Outland, Outsea, this unpredictable giant of salt water, gluttoning on random rivers, streams and a million other acolyte trickles of water, bursting from deep, deep within the belly of earth, all desperate to conjoin with the Outsea, the glorious escape from endless confinement. They cannot resist the ancient call, no matter how Man levels and compromises, poisons and redirects them for new housing, for a wrong forestation. No matter the poles thrust deep, no matter the planting of invasive species just because nobody educated us in time. These bodies of water will find a way, however patient they might need to be.

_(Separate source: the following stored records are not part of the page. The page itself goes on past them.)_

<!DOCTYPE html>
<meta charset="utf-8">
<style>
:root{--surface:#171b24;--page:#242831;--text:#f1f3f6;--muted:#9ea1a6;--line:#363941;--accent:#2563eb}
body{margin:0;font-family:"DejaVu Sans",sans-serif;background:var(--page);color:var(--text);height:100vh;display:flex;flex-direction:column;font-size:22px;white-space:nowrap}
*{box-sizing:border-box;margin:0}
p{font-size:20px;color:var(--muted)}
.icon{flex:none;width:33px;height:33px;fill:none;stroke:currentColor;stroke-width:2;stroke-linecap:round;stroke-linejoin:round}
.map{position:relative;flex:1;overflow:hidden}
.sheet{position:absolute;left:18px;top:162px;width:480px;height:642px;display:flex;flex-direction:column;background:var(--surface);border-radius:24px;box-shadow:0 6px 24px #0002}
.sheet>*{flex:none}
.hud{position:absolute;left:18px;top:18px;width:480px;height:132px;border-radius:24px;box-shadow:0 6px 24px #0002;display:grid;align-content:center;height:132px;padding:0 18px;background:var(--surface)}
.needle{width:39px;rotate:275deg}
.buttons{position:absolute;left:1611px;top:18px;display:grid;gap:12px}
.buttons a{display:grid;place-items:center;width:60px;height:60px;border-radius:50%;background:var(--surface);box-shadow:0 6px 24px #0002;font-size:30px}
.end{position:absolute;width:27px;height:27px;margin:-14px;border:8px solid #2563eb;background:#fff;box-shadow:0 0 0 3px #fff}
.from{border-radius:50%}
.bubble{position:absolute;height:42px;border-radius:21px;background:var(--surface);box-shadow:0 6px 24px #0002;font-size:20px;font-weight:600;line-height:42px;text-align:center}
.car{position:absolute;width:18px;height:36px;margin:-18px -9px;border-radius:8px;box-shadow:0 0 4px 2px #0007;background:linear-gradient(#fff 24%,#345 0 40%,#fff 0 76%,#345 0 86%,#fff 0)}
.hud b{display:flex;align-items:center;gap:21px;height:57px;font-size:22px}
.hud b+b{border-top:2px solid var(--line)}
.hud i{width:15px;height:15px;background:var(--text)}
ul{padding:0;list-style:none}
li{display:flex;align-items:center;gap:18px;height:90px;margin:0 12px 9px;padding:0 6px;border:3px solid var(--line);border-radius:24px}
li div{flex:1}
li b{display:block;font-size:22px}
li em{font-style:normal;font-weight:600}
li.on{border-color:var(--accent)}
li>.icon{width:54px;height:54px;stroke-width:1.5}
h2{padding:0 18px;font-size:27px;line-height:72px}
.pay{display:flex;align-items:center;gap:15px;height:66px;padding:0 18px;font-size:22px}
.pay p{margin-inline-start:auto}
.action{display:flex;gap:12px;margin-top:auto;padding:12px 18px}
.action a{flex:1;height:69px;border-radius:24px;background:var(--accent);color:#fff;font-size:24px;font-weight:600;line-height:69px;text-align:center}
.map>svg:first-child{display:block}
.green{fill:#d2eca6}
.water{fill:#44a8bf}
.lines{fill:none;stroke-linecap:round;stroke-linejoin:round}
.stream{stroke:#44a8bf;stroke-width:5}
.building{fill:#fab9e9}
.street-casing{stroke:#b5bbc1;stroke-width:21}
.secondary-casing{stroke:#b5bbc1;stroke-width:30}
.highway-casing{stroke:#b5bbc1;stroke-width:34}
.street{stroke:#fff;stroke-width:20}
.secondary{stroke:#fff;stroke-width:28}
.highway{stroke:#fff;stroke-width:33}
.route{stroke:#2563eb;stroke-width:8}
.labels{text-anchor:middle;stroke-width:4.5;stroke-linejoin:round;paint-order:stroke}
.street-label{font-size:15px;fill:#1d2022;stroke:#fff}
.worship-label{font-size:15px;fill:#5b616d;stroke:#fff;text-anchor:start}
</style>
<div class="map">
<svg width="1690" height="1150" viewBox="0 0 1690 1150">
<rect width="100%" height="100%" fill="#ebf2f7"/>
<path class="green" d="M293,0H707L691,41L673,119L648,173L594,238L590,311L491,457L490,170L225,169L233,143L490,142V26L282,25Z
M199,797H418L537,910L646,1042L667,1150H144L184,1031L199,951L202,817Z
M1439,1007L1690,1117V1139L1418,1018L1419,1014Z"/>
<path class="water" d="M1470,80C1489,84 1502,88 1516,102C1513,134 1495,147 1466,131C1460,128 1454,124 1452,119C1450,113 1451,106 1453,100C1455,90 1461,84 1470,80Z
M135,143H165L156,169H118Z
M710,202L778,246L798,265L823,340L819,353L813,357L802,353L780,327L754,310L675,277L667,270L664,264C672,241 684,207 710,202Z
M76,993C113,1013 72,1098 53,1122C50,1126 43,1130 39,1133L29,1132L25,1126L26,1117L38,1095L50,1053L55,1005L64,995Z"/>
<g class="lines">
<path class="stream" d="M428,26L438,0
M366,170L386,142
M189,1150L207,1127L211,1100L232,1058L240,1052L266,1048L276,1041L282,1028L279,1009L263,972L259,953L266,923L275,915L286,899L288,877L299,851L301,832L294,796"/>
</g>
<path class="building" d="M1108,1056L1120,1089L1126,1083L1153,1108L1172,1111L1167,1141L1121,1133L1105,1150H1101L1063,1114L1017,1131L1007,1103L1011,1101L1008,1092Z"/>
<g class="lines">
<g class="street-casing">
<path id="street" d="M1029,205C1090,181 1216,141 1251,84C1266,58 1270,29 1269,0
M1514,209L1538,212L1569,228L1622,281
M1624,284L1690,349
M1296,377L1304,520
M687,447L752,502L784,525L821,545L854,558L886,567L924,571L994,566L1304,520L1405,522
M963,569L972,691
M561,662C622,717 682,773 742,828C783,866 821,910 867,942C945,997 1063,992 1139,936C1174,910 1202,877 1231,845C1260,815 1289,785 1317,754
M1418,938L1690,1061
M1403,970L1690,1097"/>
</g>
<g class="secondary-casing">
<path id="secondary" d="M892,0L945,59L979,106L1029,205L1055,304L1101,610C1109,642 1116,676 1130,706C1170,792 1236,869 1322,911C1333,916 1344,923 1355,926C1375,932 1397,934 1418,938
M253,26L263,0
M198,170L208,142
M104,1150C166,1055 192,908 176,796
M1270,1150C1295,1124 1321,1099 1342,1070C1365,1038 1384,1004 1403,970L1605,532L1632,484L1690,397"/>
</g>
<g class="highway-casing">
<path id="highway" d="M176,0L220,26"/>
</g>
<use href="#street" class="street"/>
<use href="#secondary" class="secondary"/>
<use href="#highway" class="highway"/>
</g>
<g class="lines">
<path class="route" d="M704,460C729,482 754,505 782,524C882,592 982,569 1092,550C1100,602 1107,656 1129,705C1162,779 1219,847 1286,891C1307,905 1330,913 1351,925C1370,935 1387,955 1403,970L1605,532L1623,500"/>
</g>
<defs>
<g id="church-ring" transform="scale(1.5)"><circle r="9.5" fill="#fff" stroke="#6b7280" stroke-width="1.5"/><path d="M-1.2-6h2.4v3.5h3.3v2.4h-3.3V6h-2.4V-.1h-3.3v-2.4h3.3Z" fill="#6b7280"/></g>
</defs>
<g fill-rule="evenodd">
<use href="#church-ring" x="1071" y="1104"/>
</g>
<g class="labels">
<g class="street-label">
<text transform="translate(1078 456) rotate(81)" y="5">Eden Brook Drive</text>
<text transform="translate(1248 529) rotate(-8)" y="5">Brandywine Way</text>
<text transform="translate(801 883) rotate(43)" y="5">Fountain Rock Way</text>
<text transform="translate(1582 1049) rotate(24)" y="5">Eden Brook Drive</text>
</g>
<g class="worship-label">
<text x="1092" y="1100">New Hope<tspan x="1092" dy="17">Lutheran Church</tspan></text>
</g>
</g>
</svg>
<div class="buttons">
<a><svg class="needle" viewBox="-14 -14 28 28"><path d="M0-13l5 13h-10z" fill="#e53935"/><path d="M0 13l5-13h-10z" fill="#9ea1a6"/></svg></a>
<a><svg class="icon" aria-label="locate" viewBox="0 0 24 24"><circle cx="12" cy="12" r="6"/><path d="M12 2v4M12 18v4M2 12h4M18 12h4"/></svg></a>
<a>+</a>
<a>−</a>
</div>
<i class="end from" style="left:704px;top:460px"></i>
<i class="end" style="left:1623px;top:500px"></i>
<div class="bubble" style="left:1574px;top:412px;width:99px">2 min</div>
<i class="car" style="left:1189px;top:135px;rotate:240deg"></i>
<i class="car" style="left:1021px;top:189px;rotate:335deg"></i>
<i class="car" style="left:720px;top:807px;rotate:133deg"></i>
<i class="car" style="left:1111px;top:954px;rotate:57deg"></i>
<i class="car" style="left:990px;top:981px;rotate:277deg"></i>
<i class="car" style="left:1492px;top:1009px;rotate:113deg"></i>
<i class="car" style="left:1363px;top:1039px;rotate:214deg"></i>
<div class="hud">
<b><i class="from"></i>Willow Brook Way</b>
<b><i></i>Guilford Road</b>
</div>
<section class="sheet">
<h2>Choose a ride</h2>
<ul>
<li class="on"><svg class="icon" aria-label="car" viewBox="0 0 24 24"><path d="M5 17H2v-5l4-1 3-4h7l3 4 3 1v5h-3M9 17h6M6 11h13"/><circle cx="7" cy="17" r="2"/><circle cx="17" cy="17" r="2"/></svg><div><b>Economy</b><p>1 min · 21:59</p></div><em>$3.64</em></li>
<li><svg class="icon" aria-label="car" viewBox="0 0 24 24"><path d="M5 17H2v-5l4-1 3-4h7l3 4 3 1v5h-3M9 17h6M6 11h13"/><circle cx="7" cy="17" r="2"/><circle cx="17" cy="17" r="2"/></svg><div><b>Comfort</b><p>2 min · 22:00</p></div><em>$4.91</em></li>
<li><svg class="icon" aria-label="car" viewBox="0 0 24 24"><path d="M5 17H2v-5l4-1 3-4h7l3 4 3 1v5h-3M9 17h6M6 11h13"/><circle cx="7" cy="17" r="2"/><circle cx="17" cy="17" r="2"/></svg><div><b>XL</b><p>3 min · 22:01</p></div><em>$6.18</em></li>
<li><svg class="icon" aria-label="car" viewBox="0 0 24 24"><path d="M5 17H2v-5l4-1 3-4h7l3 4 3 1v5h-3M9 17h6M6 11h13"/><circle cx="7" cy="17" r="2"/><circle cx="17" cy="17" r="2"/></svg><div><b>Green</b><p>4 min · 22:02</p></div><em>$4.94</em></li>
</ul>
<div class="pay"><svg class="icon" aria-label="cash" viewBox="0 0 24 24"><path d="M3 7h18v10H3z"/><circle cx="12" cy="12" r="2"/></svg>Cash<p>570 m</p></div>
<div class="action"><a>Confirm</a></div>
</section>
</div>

I watch it all through a reach of glass. Gannets slipside a wind I cannot feel, sitting here behind a double shot cappuccino with chocolate sprinkles. I cannot sense the slant and shift as they rise and float so close to an unforgiving granite cliff. Below I notice seaweed flopped over the stony rocktops like mermaid hair. When the tide rolls back in a great big yawn, the patient weed will lift again and float away, always on the move, a survivor in a deeply awkward life. And then cometh another storm, or the oceanic and angry response to the way we humans are making life very difficult for the flow of water, and that weed will look like a victim as it is blattered onto rocks by the fist of gravity and into new places. But don’t be deceived.

Ice white spume froths around the rocks, falling away, back into the green. Under-sea blow sends shadow pulses then takes them away. Catspaws echo each puff of wind, a feisty wind, footsteps. Gulls crowd on a spit of rock, a jagged tooth. They look like jewels from here. A shag stands sentinel right on the end, sea-facing, wings out like a black angel. None of these know I am here, high up on the cliff. watching the wind taunt the water willow, the scraggy grasses, watching the long reach of every wave push across the sand; watching each one retreat, return, repeat. Across the poppling water, the Outlands are clear, striations on their rocky faces. I can count them and see a peppering of cottages, a mast or two, a ship hugging the far shore. The gulls weave a sky web, the gannets dive, the shag stands dark sentry, and up here, behind the double shot cappuccino and that reach of glass, I can hear nothing. Susurration. perhaps.